Again it is complained that the jury was told the character of the house of deceased, — intimated to be disorderly, — was not in issue. If the paragraph, in which the two sentences referred to appear, is taken as a whole, it is plainly unobjectionable. Neither the character of the Lye house, nor of the deceased or his wife, was involved. It is true that the latter was a witness, but the court carefully instructed concerning the weight that should be given to her testimony, as well as that of all others called.

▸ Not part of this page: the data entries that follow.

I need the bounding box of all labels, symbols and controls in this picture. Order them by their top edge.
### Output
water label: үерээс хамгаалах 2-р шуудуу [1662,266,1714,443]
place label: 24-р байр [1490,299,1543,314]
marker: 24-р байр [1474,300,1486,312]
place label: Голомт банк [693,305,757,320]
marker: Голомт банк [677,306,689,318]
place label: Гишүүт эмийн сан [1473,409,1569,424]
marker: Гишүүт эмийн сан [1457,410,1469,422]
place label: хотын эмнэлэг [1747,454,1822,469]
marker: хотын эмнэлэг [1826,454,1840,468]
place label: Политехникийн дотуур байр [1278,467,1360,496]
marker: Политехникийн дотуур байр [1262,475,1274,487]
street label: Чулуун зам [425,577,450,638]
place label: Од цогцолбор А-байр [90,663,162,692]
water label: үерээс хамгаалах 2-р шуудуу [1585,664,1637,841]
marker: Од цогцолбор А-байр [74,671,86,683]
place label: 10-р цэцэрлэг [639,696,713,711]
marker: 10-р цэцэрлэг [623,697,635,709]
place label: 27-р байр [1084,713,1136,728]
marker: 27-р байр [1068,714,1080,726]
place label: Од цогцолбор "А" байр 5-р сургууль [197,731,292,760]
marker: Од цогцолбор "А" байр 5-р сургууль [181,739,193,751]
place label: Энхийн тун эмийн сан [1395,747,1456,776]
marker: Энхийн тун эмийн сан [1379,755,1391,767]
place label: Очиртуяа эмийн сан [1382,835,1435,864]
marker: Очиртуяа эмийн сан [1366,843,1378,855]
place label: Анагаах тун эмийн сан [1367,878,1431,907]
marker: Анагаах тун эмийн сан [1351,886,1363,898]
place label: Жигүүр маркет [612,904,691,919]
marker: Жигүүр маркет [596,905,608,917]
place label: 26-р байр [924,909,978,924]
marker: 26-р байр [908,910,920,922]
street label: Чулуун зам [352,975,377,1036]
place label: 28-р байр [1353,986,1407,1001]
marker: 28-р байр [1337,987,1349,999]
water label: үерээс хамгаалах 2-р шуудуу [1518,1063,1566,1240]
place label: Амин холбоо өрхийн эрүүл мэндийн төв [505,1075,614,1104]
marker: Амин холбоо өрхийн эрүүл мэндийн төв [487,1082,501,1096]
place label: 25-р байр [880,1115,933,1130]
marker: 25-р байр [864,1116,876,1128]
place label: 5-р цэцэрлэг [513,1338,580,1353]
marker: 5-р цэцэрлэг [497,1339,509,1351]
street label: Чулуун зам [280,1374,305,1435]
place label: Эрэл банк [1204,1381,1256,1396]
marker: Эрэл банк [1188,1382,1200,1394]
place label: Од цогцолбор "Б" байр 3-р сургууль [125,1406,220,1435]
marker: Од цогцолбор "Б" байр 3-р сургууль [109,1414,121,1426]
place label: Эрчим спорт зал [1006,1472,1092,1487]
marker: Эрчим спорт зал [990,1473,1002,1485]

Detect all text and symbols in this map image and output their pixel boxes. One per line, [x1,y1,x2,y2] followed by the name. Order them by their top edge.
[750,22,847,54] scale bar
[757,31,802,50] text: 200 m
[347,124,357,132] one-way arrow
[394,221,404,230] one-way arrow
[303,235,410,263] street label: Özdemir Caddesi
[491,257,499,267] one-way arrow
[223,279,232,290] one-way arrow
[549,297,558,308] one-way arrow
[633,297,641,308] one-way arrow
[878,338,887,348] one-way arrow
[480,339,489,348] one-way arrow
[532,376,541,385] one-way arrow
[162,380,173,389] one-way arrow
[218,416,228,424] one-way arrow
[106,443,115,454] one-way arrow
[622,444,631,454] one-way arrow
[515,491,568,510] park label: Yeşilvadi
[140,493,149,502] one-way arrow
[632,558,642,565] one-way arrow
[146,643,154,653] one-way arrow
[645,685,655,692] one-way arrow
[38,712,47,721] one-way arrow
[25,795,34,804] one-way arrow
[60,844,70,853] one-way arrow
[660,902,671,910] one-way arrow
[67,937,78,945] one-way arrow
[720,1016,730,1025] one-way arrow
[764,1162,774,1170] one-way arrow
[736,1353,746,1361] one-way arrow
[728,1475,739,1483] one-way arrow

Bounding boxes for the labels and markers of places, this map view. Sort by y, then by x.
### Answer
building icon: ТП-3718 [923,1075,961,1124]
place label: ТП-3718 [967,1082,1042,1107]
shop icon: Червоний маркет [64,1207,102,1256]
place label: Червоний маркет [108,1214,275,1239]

Lastly, it is urged the court committed error in saying: "They [representing the Commonwealth] have produced witnesses, and they have accounted for witnesses which could not be produced, and it is the duty of the Commonwealth to produce all witnesses who are available, who can testify concerning the material facts." The contention is made that in stating that the prosecuting officers had performed their duty in producing all possible relevant testimony, the argument of defendant to the jury, that it was remiss in failing to put on the stand all eye witnesses, was destroyed. But the excerpt quoted must be read in connection with the sentence immediately following, which fully explains the meaning intended to be conveyed by the court, when it said: "They have endeavored to show you that they have produced those who were accessible, and [that] they have been unable to produce others." Taking the three sentences together, defendant has no ground of complaint.
We see no merit in any of the objections raised on this appeal. The case was fairly presented, and the applicable law accurately defined. The guilt or innocence of the defendant depended upon the proof, beyond a reasonable doubt, of his wilful killing of the deceased, and the Commonwealth furnished affirmative evidence of all facts essential to conviction. It was for the jury to say whether its witnesses were to be believed, and whether the identity of the defendant, known as Touri, was made clear as the one who fired the fatal shot, or if his denial of any connection with the affair should be accepted. The verdict rested upon sufficient proof, and no error has been pointed out which would justify us in setting it aside.
The judgment is affirmed, with direction that the record be remitted for the purpose of execution.